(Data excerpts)
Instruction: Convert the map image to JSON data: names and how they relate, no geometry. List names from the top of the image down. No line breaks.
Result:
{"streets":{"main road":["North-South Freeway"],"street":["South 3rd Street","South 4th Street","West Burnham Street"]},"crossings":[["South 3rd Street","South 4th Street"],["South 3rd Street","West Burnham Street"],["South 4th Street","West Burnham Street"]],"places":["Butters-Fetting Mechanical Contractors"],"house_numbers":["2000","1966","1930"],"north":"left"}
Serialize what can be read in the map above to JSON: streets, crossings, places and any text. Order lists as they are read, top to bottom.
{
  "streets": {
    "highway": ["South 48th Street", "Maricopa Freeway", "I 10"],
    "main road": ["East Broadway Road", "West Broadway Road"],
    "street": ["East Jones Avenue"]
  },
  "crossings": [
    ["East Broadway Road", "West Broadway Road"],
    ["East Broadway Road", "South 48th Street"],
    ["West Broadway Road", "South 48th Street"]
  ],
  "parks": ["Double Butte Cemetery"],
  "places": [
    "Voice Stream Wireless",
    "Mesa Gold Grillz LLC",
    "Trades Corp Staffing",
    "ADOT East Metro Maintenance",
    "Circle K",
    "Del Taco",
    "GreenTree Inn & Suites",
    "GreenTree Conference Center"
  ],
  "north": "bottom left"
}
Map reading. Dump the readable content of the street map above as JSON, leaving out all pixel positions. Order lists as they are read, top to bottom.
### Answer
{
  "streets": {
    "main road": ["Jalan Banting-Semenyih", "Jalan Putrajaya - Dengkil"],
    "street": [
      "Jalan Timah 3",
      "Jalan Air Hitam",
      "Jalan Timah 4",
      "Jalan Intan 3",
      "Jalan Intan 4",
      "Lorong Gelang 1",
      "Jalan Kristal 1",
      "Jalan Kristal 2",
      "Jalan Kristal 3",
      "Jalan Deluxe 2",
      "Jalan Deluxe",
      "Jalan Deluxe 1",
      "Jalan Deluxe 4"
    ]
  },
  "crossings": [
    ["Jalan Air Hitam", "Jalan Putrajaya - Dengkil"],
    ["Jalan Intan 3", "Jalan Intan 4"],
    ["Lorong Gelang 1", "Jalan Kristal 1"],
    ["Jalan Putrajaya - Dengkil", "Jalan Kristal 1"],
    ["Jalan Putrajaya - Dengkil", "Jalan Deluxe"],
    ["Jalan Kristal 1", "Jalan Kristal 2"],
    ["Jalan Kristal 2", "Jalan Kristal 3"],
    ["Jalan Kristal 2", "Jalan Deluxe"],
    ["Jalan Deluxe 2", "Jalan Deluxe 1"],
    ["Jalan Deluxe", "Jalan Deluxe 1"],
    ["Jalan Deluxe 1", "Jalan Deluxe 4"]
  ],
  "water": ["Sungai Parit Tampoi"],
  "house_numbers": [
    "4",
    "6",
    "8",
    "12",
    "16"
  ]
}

> **Work request**
A verbatim repeat of all the entries above is the required answer.

> **Solution**
Instruction: Convert the map image to JSON data: names and how they relate, no geometry. List names from the top of the image down. No line breaks.
Result:
{"streets":{"main road":["North-South Freeway"],"street":["South 3rd Street","South 4th Street","West Burnham Street"]},"crossings":[["South 3rd Street","South 4th Street"],["South 3rd Street","West Burnham Street"],["South 4th Street","West Burnham Street"]],"places":["Butters-Fetting Mechanical Contractors"],"house_numbers":["2000","1966","1930"],"north":"left"}
Serialize what can be read in the map above to JSON: streets, crossings, places and any text. Order lists as they are read, top to bottom.
{
  "streets": {
    "highway": ["South 48th Street", "Maricopa Freeway", "I 10"],
    "main road": ["East Broadway Road", "West Broadway Road"],
    "street": ["East Jones Avenue"]
  },
  "crossings": [
    ["East Broadway Road", "West Broadway Road"],
    ["East Broadway Road", "South 48th Street"],
    ["West Broadway Road", "South 48th Street"]
  ],
  "parks": ["Double Butte Cemetery"],
  "places": [
    "Voice Stream Wireless",
    "Mesa Gold Grillz LLC",
    "Trades Corp Staffing",
    "ADOT East Metro Maintenance",
    "Circle K",
    "Del Taco",
    "GreenTree Inn & Suites",
    "GreenTree Conference Center"
  ],
  "north": "bottom left"
}
Map reading. Dump the readable content of the street map above as JSON, leaving out all pixel positions. Order lists as they are read, top to bottom.
### Answer
{
  "streets": {
    "main road": ["Jalan Banting-Semenyih", "Jalan Putrajaya - Dengkil"],
    "street": [
      "Jalan Timah 3",
      "Jalan Air Hitam",
      "Jalan Timah 4",
      "Jalan Intan 3",
      "Jalan Intan 4",
      "Lorong Gelang 1",
      "Jalan Kristal 1",
      "Jalan Kristal 2",
      "Jalan Kristal 3",
      "Jalan Deluxe 2",
      "Jalan Deluxe",
      "Jalan Deluxe 1",
      "Jalan Deluxe 4"
    ]
  },
  "crossings": [
    ["Jalan Air Hitam", "Jalan Putrajaya - Dengkil"],
    ["Jalan Intan 3", "Jalan Intan 4"],
    ["Lorong Gelang 1", "Jalan Kristal 1"],
    ["Jalan Putrajaya - Dengkil", "Jalan Kristal 1"],
    ["Jalan Putrajaya - Dengkil", "Jalan Deluxe"],
    ["Jalan Kristal 1", "Jalan Kristal 2"],
    ["Jalan Kristal 2", "Jalan Kristal 3"],
    ["Jalan Kristal 2", "Jalan Deluxe"],
    ["Jalan Deluxe 2", "Jalan Deluxe 1"],
    ["Jalan Deluxe", "Jalan Deluxe 1"],
    ["Jalan Deluxe 1", "Jalan Deluxe 4"]
  ],
  "water": ["Sungai Parit Tampoi"],
  "house_numbers": [
    "4",
    "6",
    "8",
    "12",
    "16"
  ]
}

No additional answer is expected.